On many occasions I have argued contemporary issues from a position described as politically ‘on the left’.
In response I have frequently been called a ‘Champagne socialist’. Presumably this is on the assumption that a strong belief in social and economic justice is incompatible with any form of successful career. My suitability as a financial adviser has even come into question.
Ahead of his time
Debating opponents usually start their arguments with history.
Many people unfavourably compare Labour’s current leader, Jeremy Corbyn, to Labour’s leader in the early 1980s, Michael Foot. Usually the only thing people know about Foot is the Gerald Kaufman quote in which he described Foot’s 1983 election manifesto as being ‘the longest suicide note in history’.
That manifesto is primarily remembered for being anti-nuclear and ‘tax and spend’, yet it included many impressive progressive policies. For example: disability rights in the workplace; equal pay for women; equal rights for all LGBT people; environmental protection measures; acknowledgement of animal rights; protection of ethnic minorities through the definition of hate crimes and racist offences; devolution for Scotland, Wales and Northern Ireland; and reform of the European Economic Community (now the EU)…or a vote to exit.
Eventually we have caught up!
Achieving social justice requires rebalancing. Usually rebalancing is achieved by state provision of common requirements such as healthcare, education, security, law and order, and infrastructure. We all benefit collectively from this, including the most powerful chief executive.
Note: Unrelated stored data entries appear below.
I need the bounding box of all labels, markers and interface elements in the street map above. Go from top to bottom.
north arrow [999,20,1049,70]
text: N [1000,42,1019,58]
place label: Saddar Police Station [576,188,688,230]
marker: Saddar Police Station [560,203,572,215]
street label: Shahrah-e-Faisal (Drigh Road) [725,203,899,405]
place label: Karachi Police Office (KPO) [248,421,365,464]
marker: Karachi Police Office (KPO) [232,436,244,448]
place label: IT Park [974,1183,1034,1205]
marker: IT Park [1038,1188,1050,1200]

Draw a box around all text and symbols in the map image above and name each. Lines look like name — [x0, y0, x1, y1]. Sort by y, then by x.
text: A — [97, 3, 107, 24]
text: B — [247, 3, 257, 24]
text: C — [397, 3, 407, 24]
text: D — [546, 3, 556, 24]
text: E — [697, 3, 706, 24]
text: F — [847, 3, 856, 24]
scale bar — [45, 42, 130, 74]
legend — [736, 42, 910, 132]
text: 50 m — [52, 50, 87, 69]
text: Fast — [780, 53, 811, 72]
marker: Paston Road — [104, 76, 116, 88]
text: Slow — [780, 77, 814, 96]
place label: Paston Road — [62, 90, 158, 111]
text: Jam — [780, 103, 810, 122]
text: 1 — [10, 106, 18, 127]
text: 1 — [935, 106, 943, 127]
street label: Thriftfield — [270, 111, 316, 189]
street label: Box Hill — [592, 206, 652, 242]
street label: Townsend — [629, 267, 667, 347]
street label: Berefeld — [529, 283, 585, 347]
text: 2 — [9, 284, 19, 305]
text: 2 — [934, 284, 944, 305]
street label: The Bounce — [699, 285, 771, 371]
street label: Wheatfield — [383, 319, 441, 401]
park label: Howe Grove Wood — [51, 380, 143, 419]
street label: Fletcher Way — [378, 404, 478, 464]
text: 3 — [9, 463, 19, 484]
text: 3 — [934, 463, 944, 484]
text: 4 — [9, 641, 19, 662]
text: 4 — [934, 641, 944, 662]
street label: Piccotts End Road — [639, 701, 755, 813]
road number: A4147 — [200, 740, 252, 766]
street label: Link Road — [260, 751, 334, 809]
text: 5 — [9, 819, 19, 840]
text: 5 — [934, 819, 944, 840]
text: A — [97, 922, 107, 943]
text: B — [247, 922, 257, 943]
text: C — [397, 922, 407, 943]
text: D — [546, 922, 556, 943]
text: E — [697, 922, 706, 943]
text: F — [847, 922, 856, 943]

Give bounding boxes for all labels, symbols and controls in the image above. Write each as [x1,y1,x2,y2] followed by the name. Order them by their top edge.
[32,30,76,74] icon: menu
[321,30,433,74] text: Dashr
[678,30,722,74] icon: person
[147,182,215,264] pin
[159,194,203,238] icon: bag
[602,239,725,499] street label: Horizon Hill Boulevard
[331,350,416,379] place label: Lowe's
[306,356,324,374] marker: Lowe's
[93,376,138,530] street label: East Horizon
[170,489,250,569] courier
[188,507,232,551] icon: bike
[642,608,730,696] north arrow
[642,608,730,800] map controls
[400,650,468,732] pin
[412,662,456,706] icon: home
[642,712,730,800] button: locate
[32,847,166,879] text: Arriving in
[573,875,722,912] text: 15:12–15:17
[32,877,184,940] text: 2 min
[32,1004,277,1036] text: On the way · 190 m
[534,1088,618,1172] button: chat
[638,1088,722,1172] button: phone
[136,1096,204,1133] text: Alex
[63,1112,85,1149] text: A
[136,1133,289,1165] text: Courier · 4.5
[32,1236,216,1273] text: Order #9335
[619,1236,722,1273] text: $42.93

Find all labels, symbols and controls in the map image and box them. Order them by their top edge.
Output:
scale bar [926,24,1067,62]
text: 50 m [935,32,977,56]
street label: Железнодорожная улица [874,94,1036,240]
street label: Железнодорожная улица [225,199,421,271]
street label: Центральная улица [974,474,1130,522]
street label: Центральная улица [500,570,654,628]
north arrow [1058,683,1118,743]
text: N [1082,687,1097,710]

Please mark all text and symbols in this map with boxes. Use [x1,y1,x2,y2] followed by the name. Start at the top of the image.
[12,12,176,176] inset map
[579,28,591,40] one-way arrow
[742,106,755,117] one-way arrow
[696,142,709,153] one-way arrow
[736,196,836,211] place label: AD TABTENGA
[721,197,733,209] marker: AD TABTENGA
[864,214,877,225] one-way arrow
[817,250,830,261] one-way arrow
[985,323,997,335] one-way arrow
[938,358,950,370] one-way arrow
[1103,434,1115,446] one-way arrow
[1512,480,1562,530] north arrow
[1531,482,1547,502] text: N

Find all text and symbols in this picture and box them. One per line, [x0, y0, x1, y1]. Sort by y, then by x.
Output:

These provisions are collectively funded by a state that is exercising, through a social contract, the democratic will of its people. The consideration in that social contract is the payment of tax.
Here we run up against a common attack on socialist policies: tax and spend. But governments do not tax and spend. They first campaign to be elected on a number of spending commitments and then, if elected, they seek to implement them.
Next, they raise the money to do so by whatever means at their disposal, which does not necessarily require any taxation at that stage. There is always money available to a sovereign nation.
Finally, they must maintain inflation control by restricting the broader money supply, finance any debts and maintain confidence in the currency by collecting taxes.
Rather than the phrase ‘tax and spend’ it should really be ‘commit, create, collect’.
As advisers, we know there is always only so much money in circulation in multi-faceted debit and credit arrangements. In left-wing economies, most of the debt is with governments. In right-wing economies, most of the debt lies with individuals and is owed to the banks. In a world of tax-avoiding corporations and globalisation we need to rebalance power to governments away from banks to protect the majority.
I believe in being prepared to commit money to fund state investment to stimulate growth. I believe in strongly funded education. I believe in much larger state investment in housing. And I believe in a strongly supported healthcare and pension system to protect everyone who is currently, or has previously, contributed to our collective wealth. I also believe that, like the best investments, the returns will justify themselves.
Part to play
How do I reconcile all this with being an IFA? There are areas of inequality that cannot be addressed by the state alone. As IFAs we can address this because we are in the ‘money at the right time’ business.
We are educators. We teach the power of good credit ratings, cash reserves and having insurance to replace what you cannot afford to replace otherwise. We help clients utilise incentives to do what is in their own best interests, such as ISAs or pension saving.
Financial planning does not have to be only about avaricious wealth accumulation for the richest. It can be about protecting financial independence, investing ethically and helping rebalance an unequal society by helping everyone. Especially those who need our help the most.